At $x = -5$°C: This is extrapolation — using the line of best fit outside the range of observed temperatures. The result ($y = 12(-5) + 40 = -20$ visitors) is not meaningful. Predictions outside the data range are unreliable.

Question 9

The cumulative frequency for the times (in minutes) taken by 100 people to complete a puzzle is as follows: by 10 min: 8; by 15 min: 27; by 20 min: 56; by 25 min: 81; by 30 min: 100. Estimate the median and interquartile range.

Show Solution

$n = 100$. Median at cf $= 50$; from the data, cf goes from 27 at 15 min to 56 at 20 min.
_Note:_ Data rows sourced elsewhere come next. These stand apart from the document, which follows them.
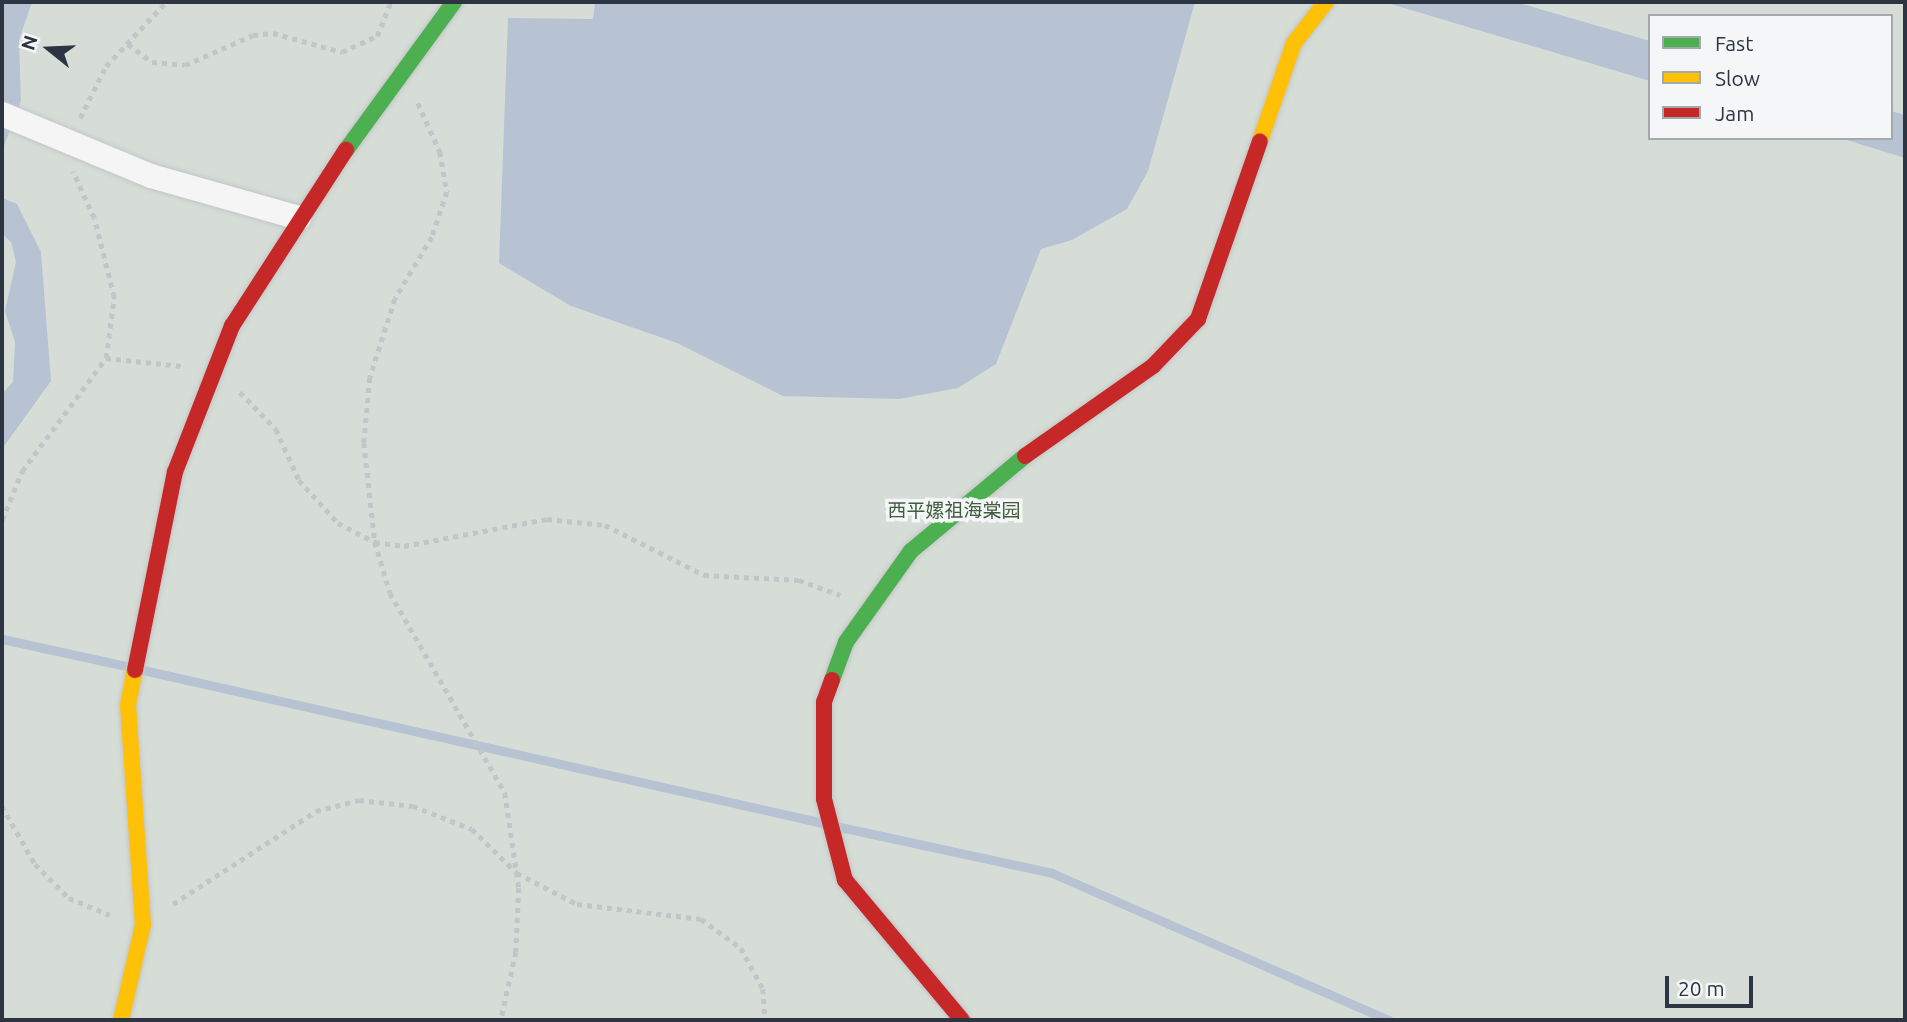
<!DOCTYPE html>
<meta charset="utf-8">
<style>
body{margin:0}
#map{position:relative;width:1907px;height:1022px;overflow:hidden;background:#e5e7ea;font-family:Ubuntu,"Noto Sans SC",sans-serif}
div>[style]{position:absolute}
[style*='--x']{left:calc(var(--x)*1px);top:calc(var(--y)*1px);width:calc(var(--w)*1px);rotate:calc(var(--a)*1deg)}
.green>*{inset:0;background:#d6ddd6}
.water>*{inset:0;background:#b7c2d2}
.stream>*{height:9px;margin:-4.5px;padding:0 4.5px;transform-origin:4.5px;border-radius:4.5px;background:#b7c2d2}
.path>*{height:4.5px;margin-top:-2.25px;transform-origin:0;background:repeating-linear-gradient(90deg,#c3c5c8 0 5px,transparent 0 10px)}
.roads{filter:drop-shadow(0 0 2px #c3c5c8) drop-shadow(0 0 2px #c3c5c8)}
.street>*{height:24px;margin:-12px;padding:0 12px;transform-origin:12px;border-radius:12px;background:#f5f5f6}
.fast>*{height:16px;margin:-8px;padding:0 8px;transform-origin:8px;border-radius:8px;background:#4caf50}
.slow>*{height:16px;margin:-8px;padding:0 8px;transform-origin:8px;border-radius:8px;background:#ffc107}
.jam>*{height:16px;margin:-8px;padding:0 8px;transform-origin:8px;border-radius:8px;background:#c62828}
span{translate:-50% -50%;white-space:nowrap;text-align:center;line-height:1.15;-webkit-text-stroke:7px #f4f6f8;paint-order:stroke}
.park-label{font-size:19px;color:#405d3c}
.frame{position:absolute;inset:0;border:4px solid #2d3442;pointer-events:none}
.legend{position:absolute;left:1648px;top:14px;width:245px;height:126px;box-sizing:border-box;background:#f4f6f8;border:2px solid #a4a8af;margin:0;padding:9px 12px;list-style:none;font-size:21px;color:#2d3442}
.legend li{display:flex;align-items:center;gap:14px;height:35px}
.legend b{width:35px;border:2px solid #a4a8af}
.north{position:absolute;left:14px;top:14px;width:70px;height:70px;-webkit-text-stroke:5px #f4f6f8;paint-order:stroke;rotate:288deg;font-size:19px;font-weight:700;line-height:28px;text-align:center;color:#2d3442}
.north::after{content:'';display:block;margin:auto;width:24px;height:32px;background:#2d3442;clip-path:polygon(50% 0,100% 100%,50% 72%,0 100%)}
.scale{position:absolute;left:1665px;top:976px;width:88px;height:32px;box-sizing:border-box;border:4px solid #2d3442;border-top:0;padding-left:9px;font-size:21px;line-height:24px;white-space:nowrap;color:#2d3442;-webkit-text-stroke:5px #f4f6f8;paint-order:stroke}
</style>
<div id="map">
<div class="green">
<i style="clip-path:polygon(evenodd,2px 2px,1905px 2px,1905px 1020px,2px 1020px,2px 2px,1650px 16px,1891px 16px,1891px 138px,1650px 138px,1650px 16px)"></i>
</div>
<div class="water">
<i style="clip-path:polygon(2px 2px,32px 2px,19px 40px,21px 101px,2px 151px)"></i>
<i style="clip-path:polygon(595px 2px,1195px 2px,1148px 171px,1127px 209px,1072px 240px,1041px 249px,996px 364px,958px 388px,899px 399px,783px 396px,677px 343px,571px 306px,499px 263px,508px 18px,593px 19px)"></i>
<i style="clip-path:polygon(1384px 2px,1515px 2px,1650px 41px,1650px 81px)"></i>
<i style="clip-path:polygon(1891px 111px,1905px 115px,1905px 158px,1840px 138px,1891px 138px)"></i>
<i style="clip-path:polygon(2px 198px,17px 204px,41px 252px,51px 381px,2px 449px,2px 394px,13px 382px,15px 342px,5px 311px,16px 262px,11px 242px,2px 234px)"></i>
</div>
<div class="stream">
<i style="--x:2;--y:639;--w:131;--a:12.3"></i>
<i style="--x:143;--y:670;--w:697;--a:12.68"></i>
<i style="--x:840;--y:827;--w:217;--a:12.2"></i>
<i style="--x:1052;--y:873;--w:368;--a:23.6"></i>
</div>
<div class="path">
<i style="--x:128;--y:44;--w:30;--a:37"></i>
<i style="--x:152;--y:62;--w:33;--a:5"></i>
<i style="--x:185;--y:65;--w:74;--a:-23.8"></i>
<i style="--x:253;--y:35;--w:20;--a:-6"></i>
<i style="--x:273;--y:33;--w:72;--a:15.4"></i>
<i style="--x:342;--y:52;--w:38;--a:-25"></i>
<i style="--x:377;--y:36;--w:37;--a:-68"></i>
<i style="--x:418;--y:103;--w:54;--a:65.8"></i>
<i style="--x:440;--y:152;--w:41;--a:80.1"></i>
<i style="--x:447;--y:192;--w:47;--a:108.4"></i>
<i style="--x:432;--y:237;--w:72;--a:120.8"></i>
<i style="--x:395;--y:299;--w:83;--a:107.6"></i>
<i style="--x:370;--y:378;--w:65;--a:95.3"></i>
<i style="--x:364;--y:443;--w:100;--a:83.7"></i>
<i style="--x:375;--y:542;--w:53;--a:73.6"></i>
<i style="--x:390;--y:593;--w:231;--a:60.1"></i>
<i style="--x:505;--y:793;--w:96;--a:81.6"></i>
<i style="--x:519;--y:888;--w:64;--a:92.7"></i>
<i style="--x:516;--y:952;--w:70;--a:102.4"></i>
<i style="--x:80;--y:118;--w:58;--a:-63.4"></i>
<i style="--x:106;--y:66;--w:88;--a:-46.8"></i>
<i style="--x:106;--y:358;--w:76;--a:6"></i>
<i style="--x:240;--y:392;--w:52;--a:45.8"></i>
<i style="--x:276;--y:429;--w:56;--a:65.7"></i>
<i style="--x:299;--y:480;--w:58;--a:47.8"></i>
<i style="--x:338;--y:523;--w:42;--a:27.2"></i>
<i style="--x:375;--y:542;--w:29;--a:8"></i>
<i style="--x:404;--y:546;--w:146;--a:-10.7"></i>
<i style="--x:547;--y:519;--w:58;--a:5.9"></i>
<i style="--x:605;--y:525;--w:111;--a:26.8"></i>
<i style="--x:704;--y:575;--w:95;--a:3"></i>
<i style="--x:799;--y:580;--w:44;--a:20.1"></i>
<i style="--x:2;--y:520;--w:53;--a:-67.8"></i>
<i style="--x:22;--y:471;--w:141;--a:-53.4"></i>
<i style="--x:106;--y:358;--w:62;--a:-82.5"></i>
<i style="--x:114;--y:297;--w:81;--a:-104.2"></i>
<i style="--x:94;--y:218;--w:51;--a:-114.5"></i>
<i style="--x:2;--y:806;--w:67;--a:60.4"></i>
<i style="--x:35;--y:864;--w:48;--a:45"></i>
<i style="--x:69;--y:898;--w:44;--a:22.5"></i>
<i style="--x:173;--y:904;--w:171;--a:-33"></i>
<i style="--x:316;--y:811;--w:44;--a:-14.3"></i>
<i style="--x:359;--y:800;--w:54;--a:6.3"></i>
<i style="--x:413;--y:806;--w:63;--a:21.3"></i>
<i style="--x:472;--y:829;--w:63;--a:44.4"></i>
<i style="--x:517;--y:873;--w:68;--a:27.3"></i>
<i style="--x:577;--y:904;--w:125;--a:6.9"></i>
<i style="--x:701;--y:919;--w:49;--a:35.9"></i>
<i style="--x:741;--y:948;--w:47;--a:61.8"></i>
<i style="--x:763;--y:989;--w:31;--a:86"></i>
</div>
<div class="roads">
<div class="street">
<i style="--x:2;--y:114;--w:161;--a:22.6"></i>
<i style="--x:151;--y:176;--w:154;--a:15.8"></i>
</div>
<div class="fast">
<i style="--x:346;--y:150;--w:183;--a:-53.9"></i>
<i style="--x:832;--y:680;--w:40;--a:-69.8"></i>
<i style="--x:846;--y:642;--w:112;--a:-54.5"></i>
<i style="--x:911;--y:551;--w:148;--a:-39.8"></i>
</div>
<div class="slow">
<i style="--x:1260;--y:141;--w:104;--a:-70.9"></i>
<i style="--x:1294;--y:43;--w:52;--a:-52"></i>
<i style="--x:121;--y:1020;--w:98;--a:-77"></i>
<i style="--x:143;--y:925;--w:221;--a:-93.9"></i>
<i style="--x:128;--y:705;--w:36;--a:-79"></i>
</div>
<div class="jam">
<i style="--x:1025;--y:456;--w:156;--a:-35.1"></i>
<i style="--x:1153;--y:366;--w:65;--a:-46.2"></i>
<i style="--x:1198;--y:319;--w:188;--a:-70.8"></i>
<i style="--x:135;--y:670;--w:202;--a:-78.6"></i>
<i style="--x:175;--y:472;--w:157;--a:-68.7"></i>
<i style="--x:232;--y:326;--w:210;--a:-57.1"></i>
<i style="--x:832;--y:680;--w:23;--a:110"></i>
<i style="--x:824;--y:702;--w:97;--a:90"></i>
<i style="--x:824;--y:799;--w:84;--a:75.5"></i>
<i style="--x:845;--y:880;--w:182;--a:50.1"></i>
</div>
</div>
<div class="park-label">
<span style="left:954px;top:511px">西平嫘祖海棠园</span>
</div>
<div class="frame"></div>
<ul class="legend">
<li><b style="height:9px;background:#4caf50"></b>Fast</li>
<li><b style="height:9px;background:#ffc107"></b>Slow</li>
<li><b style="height:9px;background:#c62828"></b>Jam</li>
</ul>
<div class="north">N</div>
<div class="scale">20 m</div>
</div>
By linear interpolation: $15 + \dfrac{50-27}{56-27} \times 5 = 15 + \dfrac{23}{29} \times 5 \approx 15 + 3.97 \approx 19.0$ min

$Q_1$ at cf $= 25$: between 15 min (cf=27) so $Q_1 \approx 15$ min. More precisely: $10 + \dfrac{25-8}{27-8} \times 5 = 10 + \dfrac{17}{19} \times 5 \approx 14.5$ min

$Q_3$ at cf $= 75$: between 20 min (cf=56) and 25 min (cf=81): $20 + \dfrac{75-56}{81-56} \times 5 = 20 + \dfrac{19}{25} \times 5 = 20 + 3.8 = 23.8$ min

IQR $\approx 23.8 - 14.5 = 9.3$ min

Question 10

Two classes each took a test out of 50 marks. Class A: median = 32, IQR = 18, range = 42. Class B: median = 36, IQR = 10, range = 30. Write a comparison of the two distributions, referring to both average and spread.

Show Solution

Average: Class B has a higher median mark (36 vs 32), so Class B performed better on average.

Spread: Class A has a larger IQR (18 vs 10) and a larger range (42 vs 30), so Class A's marks are more spread out and less consistent. Class B's results are more tightly clustered around the median.